KD: If you were to pick a single type of electronic record such as structured data held in a database, you could quickly generate a list of 20 to 30 proprietary database applications and in short order find an agency that has used any one of them with permanent records. It is impossible for NARA to maintain licenses and expertise for Oracle, Informix, Microsoft SQL Server, Sybase, Mysql, Seibel, and the other systems that are in use. As a result we ask agencies to transfer the data from these systems in a platform independent format along with all of the code tables, user manuals, reports, and other metadata and documentation necessary to interpret the records outside of the original system. Unfortunately, exporting records out of a system is not always straight forward and not all are capable of outputting records in a non-proprietary format.
DJ: Will NARA encourage agencies to adopt standards-based formats?
KD: Agencies appreciate having requirements clearly defined when they are setting up systems and standards are a great way of ensuring that those requirements are vetted, widely adopted, and actively supported. NARA is an active participant in a number of standards making bodies involved in records and document management as well as other areas involving electronic records.
DJ: How would government agencies save if they adopted standards-based formats?
KD: Standards don’t solve all of the problems associated with the proper storage and management of information in agencies but they certainly help. Maintaining permanent records in an acceptable format, or ensuring that a system is capable of outputting records in an acceptable format avoids the cost and expense of migrating records prior to transfer. Also, agencies may avoid costly data migrations when moving records between proprietary systems. This isn’t related to formats, but we have seen instances where a cloud service used so that office automation files could be shared for collaboration only supported ‘one-at-a-time’ file download. Depending on the number of files involved, this could prove very expensive in terms of staff time.
DJ: What problems would standards-based formats solve?
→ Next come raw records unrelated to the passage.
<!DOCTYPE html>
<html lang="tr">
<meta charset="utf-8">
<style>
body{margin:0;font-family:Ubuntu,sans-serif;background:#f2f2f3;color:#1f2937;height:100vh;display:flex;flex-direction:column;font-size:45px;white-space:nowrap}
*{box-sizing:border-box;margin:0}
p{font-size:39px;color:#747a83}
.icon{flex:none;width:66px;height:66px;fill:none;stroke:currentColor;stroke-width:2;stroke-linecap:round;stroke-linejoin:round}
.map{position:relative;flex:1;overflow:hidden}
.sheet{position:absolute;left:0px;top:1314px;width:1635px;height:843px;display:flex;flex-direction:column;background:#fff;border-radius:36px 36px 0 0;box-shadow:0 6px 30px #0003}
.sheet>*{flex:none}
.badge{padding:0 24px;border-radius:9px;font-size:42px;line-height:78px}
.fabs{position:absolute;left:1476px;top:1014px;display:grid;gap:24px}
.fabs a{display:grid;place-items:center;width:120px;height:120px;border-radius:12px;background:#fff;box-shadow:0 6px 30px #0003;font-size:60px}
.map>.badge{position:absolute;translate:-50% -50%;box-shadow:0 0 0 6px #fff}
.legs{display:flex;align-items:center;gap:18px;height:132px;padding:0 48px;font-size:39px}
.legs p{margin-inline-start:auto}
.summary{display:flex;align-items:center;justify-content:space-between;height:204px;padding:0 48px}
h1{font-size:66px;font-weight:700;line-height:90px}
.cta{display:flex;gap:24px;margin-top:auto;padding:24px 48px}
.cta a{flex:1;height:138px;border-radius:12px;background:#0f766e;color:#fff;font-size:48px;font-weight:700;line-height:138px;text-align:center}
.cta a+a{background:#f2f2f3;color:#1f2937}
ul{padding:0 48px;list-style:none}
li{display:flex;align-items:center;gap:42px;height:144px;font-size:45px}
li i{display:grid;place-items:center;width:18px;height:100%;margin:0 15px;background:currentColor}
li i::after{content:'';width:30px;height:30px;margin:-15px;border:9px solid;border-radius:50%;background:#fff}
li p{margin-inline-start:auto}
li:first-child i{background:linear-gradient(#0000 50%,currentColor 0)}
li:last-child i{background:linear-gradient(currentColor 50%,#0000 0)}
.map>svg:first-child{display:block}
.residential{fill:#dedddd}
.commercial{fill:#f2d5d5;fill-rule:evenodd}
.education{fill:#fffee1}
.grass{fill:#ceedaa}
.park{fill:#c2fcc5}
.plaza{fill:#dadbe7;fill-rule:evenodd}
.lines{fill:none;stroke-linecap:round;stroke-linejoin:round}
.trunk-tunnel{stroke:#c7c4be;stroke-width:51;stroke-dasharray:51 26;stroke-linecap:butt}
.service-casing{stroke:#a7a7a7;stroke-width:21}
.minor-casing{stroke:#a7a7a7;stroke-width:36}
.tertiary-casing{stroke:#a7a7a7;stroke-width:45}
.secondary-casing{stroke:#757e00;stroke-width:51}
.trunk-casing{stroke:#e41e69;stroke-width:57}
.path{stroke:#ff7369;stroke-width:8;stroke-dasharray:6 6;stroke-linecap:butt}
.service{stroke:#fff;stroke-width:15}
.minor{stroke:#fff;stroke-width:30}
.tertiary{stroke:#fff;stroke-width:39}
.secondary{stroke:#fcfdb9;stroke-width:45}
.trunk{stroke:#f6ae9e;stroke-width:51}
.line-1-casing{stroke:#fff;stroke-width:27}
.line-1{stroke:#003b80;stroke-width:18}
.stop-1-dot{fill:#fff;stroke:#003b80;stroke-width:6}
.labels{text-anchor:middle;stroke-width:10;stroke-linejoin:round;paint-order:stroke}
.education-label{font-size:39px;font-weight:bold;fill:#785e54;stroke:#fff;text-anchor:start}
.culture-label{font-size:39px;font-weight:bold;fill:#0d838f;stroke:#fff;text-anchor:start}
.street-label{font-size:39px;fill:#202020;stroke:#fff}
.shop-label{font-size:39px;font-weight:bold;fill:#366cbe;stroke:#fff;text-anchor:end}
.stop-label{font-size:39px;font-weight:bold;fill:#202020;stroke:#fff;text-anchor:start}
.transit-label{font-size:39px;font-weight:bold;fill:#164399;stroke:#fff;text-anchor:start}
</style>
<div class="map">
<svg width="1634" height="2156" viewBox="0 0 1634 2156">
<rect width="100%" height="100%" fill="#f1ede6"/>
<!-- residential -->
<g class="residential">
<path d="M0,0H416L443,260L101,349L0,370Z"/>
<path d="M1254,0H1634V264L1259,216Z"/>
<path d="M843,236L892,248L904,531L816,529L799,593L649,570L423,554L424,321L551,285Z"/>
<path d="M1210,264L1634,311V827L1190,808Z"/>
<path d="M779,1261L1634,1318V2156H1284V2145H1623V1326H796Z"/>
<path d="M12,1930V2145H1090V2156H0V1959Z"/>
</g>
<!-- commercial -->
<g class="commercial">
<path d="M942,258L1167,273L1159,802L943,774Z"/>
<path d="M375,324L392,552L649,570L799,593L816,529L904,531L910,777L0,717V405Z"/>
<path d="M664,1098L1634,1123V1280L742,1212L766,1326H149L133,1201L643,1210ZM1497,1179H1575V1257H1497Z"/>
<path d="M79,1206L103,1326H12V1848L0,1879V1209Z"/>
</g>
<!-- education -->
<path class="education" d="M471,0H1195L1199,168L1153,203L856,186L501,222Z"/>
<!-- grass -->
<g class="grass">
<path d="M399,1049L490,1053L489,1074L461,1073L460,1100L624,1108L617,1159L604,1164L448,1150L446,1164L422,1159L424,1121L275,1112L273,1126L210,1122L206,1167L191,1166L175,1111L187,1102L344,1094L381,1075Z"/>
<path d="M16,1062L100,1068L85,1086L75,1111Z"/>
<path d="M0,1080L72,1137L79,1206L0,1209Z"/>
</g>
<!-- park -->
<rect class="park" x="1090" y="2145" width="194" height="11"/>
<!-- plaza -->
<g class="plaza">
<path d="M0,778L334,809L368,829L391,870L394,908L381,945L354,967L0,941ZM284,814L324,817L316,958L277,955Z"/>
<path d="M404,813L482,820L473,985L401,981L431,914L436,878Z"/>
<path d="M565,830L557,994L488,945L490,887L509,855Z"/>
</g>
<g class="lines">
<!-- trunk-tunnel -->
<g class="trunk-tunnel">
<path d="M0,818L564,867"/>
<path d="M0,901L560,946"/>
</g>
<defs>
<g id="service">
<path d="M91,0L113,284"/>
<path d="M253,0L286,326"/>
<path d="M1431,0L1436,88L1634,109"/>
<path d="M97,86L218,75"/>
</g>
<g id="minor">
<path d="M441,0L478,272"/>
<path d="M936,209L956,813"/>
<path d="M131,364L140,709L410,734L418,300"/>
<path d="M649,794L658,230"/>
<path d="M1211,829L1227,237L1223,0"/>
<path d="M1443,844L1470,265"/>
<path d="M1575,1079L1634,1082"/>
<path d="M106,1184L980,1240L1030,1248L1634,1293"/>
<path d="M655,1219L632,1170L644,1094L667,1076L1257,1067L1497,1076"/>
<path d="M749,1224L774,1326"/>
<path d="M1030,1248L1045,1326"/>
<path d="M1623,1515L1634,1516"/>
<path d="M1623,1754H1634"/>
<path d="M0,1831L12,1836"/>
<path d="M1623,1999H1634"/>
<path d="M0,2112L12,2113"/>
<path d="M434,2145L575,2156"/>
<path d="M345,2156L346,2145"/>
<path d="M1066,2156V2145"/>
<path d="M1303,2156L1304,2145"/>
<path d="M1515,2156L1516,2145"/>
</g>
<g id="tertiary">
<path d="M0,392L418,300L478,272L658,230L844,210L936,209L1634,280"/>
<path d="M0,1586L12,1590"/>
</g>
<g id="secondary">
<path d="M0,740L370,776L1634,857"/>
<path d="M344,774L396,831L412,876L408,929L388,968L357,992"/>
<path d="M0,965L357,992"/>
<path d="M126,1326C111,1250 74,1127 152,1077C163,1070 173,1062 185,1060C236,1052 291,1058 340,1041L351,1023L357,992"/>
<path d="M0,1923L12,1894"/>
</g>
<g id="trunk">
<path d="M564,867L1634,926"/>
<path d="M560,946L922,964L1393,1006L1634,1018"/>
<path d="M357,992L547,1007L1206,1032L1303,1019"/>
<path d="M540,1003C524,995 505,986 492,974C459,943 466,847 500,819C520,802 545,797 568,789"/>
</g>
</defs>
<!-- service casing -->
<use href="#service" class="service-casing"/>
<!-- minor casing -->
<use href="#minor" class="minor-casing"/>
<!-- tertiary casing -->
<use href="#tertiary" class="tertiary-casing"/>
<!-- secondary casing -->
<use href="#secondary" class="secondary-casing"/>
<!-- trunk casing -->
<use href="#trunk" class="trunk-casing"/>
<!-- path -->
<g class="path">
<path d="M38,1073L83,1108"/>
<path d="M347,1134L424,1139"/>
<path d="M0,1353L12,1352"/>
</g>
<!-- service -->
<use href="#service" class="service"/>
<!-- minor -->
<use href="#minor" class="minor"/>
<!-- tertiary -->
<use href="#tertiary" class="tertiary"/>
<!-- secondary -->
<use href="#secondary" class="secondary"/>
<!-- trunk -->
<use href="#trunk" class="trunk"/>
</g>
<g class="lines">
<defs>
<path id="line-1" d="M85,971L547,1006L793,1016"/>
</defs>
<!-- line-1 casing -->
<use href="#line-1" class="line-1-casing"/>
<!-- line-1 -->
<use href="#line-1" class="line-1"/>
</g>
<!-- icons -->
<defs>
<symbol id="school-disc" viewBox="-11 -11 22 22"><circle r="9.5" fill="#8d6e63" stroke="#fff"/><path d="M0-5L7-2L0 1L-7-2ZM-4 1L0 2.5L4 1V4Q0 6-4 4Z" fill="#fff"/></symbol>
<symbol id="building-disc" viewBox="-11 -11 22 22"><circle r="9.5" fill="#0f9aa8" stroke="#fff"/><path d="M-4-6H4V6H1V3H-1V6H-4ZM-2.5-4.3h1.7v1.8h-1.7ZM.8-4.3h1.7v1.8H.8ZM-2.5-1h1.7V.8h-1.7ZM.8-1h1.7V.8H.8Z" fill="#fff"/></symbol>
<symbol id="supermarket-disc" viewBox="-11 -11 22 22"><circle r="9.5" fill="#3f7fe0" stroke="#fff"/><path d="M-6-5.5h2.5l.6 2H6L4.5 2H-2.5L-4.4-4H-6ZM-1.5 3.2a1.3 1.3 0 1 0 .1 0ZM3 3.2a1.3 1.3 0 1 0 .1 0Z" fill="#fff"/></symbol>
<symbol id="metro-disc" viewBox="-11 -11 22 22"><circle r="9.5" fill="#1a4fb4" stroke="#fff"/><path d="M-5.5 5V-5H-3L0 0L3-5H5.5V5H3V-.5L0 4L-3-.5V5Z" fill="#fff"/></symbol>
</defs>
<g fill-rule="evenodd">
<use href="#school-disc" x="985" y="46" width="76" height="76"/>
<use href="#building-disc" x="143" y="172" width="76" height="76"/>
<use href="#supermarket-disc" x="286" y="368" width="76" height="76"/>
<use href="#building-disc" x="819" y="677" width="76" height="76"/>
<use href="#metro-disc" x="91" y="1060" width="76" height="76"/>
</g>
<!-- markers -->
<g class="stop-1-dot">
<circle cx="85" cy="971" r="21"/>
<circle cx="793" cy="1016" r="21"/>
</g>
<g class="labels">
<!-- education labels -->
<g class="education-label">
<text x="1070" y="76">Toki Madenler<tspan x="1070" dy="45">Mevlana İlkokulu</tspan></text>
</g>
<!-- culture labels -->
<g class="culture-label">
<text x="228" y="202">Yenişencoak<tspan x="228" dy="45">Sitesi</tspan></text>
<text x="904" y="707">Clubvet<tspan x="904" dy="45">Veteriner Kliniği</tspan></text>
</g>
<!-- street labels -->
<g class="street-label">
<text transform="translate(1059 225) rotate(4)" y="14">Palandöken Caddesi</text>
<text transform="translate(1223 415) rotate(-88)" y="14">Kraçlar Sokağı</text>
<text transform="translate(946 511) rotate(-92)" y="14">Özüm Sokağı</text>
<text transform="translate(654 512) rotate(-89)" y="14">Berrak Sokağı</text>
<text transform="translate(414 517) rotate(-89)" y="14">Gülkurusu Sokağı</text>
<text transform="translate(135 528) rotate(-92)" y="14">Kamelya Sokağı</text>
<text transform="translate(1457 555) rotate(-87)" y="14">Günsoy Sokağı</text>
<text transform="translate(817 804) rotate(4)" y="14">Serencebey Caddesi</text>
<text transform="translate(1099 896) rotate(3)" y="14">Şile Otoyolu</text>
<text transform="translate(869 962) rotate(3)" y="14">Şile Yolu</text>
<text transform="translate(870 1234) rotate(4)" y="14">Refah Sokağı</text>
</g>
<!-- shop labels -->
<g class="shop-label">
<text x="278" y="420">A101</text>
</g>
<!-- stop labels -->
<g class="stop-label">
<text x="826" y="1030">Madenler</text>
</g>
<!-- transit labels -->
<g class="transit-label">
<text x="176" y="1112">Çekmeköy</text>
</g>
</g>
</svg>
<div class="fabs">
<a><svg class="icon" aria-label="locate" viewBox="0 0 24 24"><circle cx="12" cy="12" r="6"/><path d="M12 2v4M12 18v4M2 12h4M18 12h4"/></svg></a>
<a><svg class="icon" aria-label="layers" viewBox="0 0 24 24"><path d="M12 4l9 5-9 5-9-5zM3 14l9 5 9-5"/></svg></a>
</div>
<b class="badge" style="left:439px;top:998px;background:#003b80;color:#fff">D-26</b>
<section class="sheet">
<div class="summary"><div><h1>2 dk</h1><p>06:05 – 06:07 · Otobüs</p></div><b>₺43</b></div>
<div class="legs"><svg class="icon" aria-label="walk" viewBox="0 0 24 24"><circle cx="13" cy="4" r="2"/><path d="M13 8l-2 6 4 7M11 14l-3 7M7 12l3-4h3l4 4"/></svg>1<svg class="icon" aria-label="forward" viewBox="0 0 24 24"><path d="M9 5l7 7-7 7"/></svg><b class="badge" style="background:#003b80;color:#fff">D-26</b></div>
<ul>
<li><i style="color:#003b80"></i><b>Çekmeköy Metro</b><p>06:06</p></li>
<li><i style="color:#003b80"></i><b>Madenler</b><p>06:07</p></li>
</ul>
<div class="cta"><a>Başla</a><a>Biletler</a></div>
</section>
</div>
KD: Standards provide a common, known reference point. Since permanent records are often transferred long after they are no longer in active use, standards can provide a documented structure that would otherwise be lacking. You would be surprised how difficult it can be to track down specifications for file formats that were in common use just a few years ago. And while having standards to refer to is helpful, it is also important to understand how electronic records relate to them. It is common for application developers to interpret standards differently so it is important to understand how files conform to the standards they are based on.
DJ: What are the barriers to adoption of standards-based technologies?
KD: When agencies develop requirements for systems and technologies, immediate business needs often take precedence over long-term records management and transfer requirements. As with the example of the cloud service, the immediate need to store and collaborate on documents took precedence over the down-the-road need to transfer records out. In this sense the biggest barrier to adoption is having a clear understanding of the applicable standards to look for in a system used to manage electronic records. In the case of international or national standards, the cost of purchasing a copy can be a barrier if it discourages adoption. In some cases there may be multiple, competing standards that dilute true standardization.
DJ: Thank you for your time, Mr. De Vorsey!